---------- Entries shown ----------

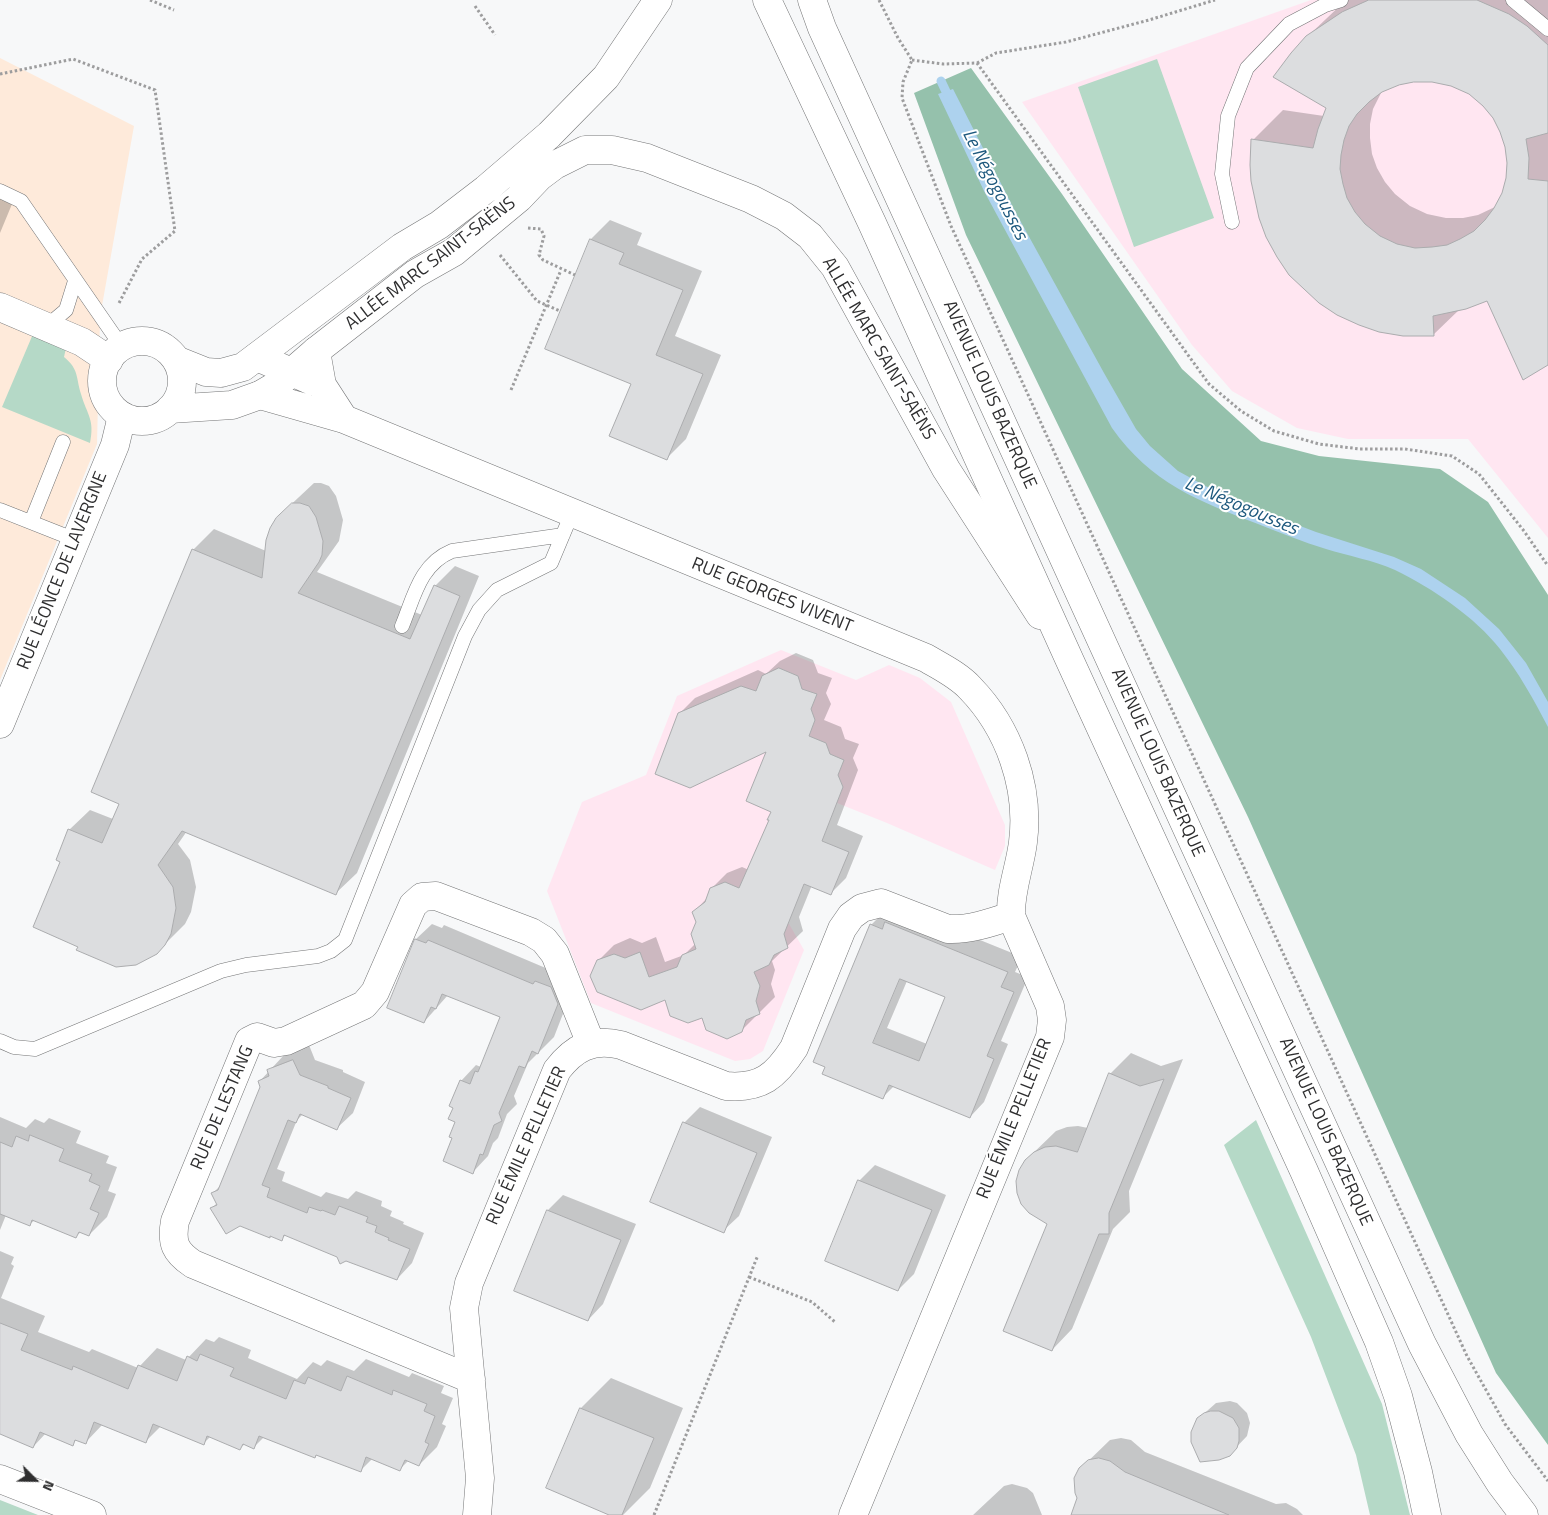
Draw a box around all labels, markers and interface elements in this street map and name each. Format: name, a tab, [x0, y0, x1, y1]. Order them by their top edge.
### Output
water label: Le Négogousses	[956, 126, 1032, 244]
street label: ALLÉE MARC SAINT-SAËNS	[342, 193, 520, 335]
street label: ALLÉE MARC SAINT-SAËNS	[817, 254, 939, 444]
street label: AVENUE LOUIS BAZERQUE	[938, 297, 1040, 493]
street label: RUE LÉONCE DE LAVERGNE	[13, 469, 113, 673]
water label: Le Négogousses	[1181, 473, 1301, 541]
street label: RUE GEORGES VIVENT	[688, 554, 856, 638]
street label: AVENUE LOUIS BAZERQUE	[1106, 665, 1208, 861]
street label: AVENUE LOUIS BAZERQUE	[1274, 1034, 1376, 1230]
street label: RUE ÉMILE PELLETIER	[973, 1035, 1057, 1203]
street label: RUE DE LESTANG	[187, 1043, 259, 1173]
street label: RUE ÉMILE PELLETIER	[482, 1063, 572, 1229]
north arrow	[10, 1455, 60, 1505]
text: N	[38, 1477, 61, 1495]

----------

Reproduce the data above word for word and omit the images.

Draw a box around all labels, markers and interface elements in this street map and name each. Format: name, a tab, [x0, y0, x1, y1]. Order them by their top edge.
### Output
water label: Le Négogousses	[956, 126, 1032, 244]
street label: ALLÉE MARC SAINT-SAËNS	[342, 193, 520, 335]
street label: ALLÉE MARC SAINT-SAËNS	[817, 254, 939, 444]
street label: AVENUE LOUIS BAZERQUE	[938, 297, 1040, 493]
street label: RUE LÉONCE DE LAVERGNE	[13, 469, 113, 673]
water label: Le Négogousses	[1181, 473, 1301, 541]
street label: RUE GEORGES VIVENT	[688, 554, 856, 638]
street label: AVENUE LOUIS BAZERQUE	[1106, 665, 1208, 861]
street label: AVENUE LOUIS BAZERQUE	[1274, 1034, 1376, 1230]
street label: RUE ÉMILE PELLETIER	[973, 1035, 1057, 1203]
street label: RUE DE LESTANG	[187, 1043, 259, 1173]
street label: RUE ÉMILE PELLETIER	[482, 1063, 572, 1229]
north arrow	[10, 1455, 60, 1505]
text: N	[38, 1477, 61, 1495]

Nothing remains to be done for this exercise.